Mapping is the collective term used to describe a range of specialist data capture and observation techniques. These data capture and observation techniques have evolved through the basic need for, as the name suggests, maps, be they very precise 1:50 scale plans for bridge engineers to design bridge improvements or 1:250000 scale mapping used to make road maps so "you" can find your way from A to B.
The core skills under the Mapping umbrella are Land Survey, GNSS & Geodesy, photogrammetry and LiDAR
Land Survey
Land Surveying is a specialist measurement profession that encompasses a wide variety of disciplines. We carry out the full range of survey services using modern servo driven one man total stations with varying degrees of precision from 1", 1mm ± 1ppm to 5", 5mm ± 5ppm.
We can also call on RTK GPS equipment to carry out a range of survey data acquisition exercises in GPS friendly environs, with the system offering up to 0.010m accuracy in the x and y component and 0.020m in the z component.
We also operate high and medium precision digital levels and more traditional automatic levelling equipment. This equipment enables us to offer services including any scale topographic surveys including data capture and modelling with cross/long section extraction, surface and underground railway surveys, river channel cross section surveys, measured building surveys, tunnel surveys, bridge and building elevation surveys using non contact total station options, tree surveys, asset surveys and setting out services. To find out more about each service please see the appropriate topic area.
GPS
GPS and Geodesy are the tools that hold together all the skills within the Mapping Skill Group. Geodesy can be described as the mapping of the earth or large portions of it, the earth's orientation in space and the earth's gravity field. It is a complex subject that enables surveyors to position any type or size of survey anywhere on the planet, on any national or bespoke projection or true scale flat earth grid. It also allows surveyors to give heights to those surveys with respect to any existing datum in the world or to create a bespoke local height datum, again, dependent upon the client's requirements.
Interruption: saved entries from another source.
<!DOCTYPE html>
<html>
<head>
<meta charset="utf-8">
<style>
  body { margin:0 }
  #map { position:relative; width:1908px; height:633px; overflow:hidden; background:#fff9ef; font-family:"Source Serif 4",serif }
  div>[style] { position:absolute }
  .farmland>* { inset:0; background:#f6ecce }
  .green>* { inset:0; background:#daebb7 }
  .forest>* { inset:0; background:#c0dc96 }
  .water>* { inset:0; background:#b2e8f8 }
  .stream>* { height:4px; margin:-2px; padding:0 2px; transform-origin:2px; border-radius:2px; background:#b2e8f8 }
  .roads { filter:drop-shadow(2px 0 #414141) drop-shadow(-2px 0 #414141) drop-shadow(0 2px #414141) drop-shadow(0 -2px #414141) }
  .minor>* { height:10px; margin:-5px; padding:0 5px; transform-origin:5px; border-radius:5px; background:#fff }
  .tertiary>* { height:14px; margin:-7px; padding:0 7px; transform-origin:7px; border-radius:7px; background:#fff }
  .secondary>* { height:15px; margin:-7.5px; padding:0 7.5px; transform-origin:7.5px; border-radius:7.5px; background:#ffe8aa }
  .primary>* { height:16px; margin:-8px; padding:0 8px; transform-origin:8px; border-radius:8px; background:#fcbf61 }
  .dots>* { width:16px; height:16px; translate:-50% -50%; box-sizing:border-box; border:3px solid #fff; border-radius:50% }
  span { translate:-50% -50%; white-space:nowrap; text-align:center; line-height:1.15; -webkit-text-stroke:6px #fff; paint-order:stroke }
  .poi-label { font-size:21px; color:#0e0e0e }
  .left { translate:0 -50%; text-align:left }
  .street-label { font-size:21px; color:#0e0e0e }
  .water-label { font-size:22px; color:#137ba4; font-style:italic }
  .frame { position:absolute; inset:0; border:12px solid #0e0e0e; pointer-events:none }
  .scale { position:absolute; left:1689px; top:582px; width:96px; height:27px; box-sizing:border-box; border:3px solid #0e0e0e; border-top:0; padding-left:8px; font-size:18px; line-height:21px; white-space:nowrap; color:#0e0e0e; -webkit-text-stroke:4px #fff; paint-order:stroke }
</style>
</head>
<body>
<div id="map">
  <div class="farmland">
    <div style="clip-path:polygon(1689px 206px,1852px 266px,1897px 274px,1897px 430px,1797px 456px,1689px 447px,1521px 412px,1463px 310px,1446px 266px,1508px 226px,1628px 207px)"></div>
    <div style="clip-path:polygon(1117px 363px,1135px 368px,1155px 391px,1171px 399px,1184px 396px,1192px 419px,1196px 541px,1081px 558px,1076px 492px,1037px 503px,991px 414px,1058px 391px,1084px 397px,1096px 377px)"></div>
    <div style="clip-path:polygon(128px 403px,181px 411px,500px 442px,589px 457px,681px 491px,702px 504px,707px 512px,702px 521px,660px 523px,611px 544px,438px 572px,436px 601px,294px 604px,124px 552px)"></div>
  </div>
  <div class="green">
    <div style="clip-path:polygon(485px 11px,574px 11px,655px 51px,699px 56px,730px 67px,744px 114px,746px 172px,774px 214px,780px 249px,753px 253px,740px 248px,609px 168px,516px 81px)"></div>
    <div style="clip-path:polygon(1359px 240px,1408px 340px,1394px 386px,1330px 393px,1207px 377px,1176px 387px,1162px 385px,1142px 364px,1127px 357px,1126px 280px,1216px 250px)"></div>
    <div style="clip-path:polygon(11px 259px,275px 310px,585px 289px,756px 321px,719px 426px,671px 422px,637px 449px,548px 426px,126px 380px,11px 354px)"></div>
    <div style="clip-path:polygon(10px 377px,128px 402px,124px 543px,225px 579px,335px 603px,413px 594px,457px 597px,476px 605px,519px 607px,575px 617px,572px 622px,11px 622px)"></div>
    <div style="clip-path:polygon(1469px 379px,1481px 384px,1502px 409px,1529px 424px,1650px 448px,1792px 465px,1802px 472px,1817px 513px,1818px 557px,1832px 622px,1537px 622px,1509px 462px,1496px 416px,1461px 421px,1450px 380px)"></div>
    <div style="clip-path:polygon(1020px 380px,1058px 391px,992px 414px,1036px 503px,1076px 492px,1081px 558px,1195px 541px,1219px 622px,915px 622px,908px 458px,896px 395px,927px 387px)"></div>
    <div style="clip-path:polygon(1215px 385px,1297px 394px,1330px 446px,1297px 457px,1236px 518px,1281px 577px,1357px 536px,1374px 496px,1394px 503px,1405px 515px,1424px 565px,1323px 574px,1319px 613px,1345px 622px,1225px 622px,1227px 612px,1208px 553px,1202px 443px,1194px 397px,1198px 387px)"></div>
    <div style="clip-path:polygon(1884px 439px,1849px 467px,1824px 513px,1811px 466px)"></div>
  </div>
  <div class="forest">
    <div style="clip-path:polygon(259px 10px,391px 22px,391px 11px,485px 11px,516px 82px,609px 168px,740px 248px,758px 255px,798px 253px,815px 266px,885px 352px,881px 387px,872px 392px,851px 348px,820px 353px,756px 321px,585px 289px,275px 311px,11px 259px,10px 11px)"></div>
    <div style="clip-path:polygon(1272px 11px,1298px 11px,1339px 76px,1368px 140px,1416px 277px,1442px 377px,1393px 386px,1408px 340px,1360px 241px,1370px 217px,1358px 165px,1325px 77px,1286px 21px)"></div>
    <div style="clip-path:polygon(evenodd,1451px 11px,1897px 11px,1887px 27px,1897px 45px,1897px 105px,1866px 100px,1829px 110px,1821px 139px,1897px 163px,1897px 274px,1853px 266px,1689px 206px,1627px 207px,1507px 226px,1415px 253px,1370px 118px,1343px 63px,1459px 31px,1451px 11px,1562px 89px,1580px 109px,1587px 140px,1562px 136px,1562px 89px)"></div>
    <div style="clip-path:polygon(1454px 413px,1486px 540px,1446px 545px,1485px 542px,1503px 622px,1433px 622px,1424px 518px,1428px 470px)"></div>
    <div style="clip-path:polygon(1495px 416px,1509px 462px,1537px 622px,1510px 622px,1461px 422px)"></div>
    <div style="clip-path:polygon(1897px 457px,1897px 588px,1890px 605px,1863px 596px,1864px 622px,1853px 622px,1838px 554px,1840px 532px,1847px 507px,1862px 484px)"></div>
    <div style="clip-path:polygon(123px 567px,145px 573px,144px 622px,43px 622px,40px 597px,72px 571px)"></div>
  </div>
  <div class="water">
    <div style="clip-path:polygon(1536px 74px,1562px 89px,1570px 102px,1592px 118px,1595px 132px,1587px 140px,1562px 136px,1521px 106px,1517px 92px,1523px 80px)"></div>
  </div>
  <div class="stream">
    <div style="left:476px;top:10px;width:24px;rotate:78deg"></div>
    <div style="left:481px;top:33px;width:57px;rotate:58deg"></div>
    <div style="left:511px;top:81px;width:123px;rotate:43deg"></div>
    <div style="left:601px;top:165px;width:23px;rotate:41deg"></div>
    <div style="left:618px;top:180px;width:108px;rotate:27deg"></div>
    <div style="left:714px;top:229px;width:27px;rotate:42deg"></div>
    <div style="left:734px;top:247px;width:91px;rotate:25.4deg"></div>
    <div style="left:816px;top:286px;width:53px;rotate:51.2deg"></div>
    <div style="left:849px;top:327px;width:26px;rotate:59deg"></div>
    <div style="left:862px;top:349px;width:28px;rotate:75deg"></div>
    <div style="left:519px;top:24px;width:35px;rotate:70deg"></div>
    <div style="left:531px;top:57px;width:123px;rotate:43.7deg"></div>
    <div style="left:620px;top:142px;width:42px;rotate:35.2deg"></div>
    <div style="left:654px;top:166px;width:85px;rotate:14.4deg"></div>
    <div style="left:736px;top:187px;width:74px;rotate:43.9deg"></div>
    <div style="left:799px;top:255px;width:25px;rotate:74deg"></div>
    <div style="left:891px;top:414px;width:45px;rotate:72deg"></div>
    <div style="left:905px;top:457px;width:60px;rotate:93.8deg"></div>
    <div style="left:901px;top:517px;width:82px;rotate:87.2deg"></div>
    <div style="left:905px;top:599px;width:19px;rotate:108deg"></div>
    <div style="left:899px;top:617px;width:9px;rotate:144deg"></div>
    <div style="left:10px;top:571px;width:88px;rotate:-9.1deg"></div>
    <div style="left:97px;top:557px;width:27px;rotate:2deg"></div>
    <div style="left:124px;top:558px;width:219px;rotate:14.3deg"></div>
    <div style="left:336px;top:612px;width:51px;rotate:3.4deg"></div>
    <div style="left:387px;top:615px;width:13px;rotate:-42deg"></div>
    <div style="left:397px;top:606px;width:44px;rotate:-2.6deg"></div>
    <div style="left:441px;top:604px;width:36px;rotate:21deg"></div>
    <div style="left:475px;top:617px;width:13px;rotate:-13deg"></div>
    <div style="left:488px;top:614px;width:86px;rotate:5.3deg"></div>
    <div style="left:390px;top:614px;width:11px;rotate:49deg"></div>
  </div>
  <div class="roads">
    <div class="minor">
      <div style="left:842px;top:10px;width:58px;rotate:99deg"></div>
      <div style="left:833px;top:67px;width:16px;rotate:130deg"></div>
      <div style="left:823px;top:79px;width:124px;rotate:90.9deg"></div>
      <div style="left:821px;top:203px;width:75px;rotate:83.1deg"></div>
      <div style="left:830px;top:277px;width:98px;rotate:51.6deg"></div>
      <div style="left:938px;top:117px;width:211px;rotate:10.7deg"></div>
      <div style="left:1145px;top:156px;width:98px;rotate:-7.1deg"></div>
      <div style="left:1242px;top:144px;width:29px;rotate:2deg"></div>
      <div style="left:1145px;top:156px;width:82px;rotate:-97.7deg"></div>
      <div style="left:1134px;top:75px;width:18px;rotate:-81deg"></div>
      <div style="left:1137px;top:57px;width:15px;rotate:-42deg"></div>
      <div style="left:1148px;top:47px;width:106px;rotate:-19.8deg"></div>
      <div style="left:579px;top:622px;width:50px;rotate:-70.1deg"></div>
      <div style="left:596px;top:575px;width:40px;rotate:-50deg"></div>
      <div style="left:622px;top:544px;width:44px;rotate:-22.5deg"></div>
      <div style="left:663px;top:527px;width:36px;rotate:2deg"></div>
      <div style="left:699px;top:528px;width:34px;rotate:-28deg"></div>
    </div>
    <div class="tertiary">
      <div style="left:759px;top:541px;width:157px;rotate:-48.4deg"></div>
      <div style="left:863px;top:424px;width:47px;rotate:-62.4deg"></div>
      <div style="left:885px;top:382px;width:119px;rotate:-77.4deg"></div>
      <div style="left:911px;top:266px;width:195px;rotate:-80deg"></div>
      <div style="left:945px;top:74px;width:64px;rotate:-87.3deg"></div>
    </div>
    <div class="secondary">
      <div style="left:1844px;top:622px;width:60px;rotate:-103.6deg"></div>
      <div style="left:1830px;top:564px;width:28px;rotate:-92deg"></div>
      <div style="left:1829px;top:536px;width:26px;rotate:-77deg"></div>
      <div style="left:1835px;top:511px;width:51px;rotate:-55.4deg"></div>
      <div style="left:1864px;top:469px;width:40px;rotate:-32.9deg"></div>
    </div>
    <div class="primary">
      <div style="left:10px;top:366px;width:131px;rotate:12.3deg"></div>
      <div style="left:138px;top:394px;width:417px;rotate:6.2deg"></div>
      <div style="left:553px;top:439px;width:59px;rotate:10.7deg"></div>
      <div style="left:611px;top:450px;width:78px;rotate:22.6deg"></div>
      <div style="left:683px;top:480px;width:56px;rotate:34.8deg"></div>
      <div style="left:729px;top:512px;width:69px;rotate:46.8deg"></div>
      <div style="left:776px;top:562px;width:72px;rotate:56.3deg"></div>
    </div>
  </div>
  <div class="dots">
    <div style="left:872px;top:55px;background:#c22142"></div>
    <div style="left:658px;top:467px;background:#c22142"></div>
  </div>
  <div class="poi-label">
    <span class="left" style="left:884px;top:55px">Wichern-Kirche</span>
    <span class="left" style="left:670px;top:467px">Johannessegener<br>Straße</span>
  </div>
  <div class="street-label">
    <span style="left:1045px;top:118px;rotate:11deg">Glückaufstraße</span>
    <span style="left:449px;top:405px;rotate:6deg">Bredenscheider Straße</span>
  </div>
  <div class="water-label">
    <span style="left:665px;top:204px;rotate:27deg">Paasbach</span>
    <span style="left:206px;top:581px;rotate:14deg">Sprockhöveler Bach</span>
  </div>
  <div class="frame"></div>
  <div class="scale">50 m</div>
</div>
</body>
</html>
Global Positioning System (GPS) and other space bourn GNSS systems such as GLONASS or EGNOS are the tools that allow us to measure our position and height to varying degrees of precision, from a few millimetres to a decimetre or so. The reason we use GPS for positioning and heighting is that the we can measure our position and height on the ground at a survey control station to an accuracy of a few millimetres, or we can measure the position and height of an aircraft every tenth of a second to an accuracy of few centimetres to help compute its track, an essential piece of information when geo-referencing LiDAR laser hits to the OSGB36 national grid system.